Every year reports are observed relating to personal injuries and health infections that occur due to exposure to hazardous materials. Most of these incidents take place in the construction industry. The mining industry, for example, exposes workers to a great number of risks.
The US Department of Labor is directly responsible for maintaining the integrity of best standards and provides mining companies with guidelines as a preventive measure against life threatening job risks. Mine Safety and Health Administration (MSHA) develops and enforces safety and health rules for mining sites. It actively works with industries and other agencies to ensure and improve safety and health conditions for miners working in the United States.
Hazardous chemicals are a common sight at a mine site. It is important that mining operations comply with the documented safety and health procedures to handle hazardous chemicals.
Employees are always at risk of being exposed to certain chemicals and combinations of chemicals which present great risk to personal safety and health. Worse, it can cause explosions, fire, or release of toxic vapors. Even empty chemical storage tanks may contain residual vapors.
Even more so, mining excavations are relying on alternative fuel sources. These include vehicle tires, oil filters, and mixtures of liquid or solid hazardous waste. For such facilities that burn hazardous wastes for supplemental fuel, The Environmental Protection Agency (EPA) is tasked to protect the environment by enforcing regulations of burning of hazardous wastes. It also issues operating permits, specifies system designs and operating procedures.
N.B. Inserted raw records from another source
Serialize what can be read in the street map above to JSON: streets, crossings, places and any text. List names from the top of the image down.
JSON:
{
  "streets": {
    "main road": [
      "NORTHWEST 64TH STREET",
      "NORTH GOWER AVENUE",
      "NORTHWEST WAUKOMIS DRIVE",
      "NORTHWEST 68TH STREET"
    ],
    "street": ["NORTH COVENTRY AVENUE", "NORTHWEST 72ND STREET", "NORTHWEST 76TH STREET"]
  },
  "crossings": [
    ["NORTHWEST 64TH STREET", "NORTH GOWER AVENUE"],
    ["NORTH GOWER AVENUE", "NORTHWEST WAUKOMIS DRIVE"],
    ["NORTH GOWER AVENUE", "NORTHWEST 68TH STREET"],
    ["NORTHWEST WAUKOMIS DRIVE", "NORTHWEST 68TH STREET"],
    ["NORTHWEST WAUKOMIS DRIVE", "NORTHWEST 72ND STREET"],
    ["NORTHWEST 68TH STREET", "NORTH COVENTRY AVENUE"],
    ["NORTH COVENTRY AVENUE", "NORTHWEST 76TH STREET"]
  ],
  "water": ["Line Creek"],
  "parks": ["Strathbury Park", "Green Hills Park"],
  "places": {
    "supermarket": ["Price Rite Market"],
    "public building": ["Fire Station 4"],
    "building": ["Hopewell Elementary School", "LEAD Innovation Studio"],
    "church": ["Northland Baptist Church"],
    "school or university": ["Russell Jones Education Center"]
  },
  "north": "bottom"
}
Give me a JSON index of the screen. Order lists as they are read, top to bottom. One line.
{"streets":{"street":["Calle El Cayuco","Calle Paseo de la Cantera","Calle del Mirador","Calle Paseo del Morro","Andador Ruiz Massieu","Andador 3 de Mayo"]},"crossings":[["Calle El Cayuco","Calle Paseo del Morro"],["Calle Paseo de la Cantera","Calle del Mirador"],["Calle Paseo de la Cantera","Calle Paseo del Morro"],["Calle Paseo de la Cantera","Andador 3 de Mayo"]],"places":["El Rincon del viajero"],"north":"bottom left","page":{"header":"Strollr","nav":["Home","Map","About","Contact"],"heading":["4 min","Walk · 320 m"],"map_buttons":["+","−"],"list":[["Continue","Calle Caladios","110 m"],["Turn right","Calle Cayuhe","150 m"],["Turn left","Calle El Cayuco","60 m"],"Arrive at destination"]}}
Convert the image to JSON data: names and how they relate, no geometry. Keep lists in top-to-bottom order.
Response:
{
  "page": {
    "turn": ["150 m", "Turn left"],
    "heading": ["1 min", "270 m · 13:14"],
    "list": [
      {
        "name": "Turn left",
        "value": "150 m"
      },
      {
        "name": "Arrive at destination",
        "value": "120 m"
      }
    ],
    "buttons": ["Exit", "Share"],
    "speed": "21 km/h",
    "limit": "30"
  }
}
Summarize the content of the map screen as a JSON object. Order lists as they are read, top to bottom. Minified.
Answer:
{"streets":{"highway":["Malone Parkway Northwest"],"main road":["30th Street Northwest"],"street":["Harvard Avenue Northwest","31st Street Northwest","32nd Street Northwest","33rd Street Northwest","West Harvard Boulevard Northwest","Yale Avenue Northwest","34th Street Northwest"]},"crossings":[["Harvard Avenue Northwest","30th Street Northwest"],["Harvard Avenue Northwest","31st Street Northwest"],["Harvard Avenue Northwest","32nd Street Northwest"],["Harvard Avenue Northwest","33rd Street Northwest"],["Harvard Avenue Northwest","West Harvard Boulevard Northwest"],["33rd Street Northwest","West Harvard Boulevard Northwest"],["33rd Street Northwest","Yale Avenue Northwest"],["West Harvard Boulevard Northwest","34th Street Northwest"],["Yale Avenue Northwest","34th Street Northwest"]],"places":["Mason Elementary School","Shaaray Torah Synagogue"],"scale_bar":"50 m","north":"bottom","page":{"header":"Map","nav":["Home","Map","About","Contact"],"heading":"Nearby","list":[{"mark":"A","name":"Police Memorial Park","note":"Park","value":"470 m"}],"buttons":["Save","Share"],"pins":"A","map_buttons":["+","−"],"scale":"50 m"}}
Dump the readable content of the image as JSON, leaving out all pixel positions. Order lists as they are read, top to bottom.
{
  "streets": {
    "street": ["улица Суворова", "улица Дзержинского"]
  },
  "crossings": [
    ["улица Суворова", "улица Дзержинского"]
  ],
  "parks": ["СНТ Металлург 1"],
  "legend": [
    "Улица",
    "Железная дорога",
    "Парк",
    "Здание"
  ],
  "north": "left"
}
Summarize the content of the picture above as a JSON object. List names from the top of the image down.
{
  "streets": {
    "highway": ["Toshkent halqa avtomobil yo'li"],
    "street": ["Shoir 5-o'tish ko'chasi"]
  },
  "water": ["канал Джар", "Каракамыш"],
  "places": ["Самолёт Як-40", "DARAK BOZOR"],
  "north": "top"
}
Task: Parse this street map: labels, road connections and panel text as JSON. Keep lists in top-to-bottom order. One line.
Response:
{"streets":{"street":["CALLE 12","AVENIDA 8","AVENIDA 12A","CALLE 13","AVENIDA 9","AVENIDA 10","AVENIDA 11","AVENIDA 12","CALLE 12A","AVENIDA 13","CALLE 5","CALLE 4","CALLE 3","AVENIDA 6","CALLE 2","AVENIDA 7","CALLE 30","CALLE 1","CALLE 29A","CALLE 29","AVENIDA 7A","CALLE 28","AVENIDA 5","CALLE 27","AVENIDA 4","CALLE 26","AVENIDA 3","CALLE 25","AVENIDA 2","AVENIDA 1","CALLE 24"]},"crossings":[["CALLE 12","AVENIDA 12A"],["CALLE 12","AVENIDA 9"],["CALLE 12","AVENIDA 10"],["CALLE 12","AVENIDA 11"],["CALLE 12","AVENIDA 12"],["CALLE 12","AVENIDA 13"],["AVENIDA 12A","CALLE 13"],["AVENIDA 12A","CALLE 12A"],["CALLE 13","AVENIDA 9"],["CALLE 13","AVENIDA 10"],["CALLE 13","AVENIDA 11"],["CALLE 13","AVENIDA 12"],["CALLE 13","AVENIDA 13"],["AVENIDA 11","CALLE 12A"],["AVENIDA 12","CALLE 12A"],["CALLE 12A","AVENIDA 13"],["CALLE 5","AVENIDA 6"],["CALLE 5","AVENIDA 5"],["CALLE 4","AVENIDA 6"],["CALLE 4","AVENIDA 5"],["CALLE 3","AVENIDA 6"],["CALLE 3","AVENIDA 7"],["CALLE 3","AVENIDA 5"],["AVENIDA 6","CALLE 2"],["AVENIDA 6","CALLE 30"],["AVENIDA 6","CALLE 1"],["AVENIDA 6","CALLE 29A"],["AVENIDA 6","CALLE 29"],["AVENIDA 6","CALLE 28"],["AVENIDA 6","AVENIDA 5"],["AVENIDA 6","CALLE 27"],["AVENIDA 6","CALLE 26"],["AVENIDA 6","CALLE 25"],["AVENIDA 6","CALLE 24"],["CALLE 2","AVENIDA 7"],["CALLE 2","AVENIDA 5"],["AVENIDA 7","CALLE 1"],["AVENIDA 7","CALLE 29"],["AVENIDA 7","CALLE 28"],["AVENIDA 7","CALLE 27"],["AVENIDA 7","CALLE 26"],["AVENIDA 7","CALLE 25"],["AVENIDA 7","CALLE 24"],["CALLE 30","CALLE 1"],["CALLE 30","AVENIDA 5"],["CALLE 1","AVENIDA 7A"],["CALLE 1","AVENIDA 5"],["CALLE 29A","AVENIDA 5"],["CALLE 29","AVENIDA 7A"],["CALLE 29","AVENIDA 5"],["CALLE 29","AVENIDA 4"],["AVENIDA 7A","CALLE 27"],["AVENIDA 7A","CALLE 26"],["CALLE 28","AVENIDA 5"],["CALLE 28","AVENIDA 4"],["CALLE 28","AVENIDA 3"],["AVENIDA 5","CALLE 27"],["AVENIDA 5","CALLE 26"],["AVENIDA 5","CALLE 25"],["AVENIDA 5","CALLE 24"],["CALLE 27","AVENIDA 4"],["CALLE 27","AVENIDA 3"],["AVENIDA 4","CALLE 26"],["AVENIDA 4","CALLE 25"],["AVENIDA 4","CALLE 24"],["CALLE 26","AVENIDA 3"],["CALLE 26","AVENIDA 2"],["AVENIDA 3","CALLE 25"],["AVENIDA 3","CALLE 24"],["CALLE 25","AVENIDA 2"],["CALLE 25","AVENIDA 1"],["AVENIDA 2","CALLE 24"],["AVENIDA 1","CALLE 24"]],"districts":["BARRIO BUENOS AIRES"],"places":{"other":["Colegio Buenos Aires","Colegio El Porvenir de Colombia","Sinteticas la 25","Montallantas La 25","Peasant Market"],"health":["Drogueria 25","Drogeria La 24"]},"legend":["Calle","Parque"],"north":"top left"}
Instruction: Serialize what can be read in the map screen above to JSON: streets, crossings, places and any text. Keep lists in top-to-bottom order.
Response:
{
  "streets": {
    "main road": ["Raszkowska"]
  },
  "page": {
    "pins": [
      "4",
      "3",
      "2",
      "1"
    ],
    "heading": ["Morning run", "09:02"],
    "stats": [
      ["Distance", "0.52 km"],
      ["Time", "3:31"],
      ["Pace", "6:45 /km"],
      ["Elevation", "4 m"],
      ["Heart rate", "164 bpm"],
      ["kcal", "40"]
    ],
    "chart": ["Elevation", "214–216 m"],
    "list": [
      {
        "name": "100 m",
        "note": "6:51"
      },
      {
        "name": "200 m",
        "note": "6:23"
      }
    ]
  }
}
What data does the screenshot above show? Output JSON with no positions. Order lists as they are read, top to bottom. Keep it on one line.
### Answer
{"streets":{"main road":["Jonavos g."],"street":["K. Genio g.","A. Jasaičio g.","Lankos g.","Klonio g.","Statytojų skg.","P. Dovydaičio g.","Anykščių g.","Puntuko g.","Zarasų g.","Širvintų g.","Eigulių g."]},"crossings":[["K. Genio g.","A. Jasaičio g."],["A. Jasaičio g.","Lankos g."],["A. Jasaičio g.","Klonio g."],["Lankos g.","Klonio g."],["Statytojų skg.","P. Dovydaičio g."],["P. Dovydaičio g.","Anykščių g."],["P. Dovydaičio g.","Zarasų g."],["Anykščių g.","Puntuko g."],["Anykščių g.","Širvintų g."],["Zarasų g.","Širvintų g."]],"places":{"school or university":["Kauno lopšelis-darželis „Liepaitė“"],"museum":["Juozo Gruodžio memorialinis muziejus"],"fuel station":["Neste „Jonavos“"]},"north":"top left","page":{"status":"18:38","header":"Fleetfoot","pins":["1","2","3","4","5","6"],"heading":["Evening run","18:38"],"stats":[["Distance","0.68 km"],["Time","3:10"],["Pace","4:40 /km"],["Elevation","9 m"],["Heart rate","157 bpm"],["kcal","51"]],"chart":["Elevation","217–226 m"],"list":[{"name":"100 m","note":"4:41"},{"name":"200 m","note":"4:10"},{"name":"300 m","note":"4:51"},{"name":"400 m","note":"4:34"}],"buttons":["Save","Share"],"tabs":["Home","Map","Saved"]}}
Regulating the Work Environment
EPA requires mine sites install a Material Safety Data Sheet (MSD) in the work space. MSDs are written or printed material that provide information to identify materials and hazardous ingredients. It will educate the employees on leak and disposal procedures, protective measures for safe handling, effects of chemical reactions, as well as health and physical hazards.
In case there are hazardous chemicals present at the mine, the absence of MSDs is considered a violation of HazCom; a MSHA standard that instructs employers to deploy information to employees about the hazards of chemicals. EPA may also consider it a violation for certain mines.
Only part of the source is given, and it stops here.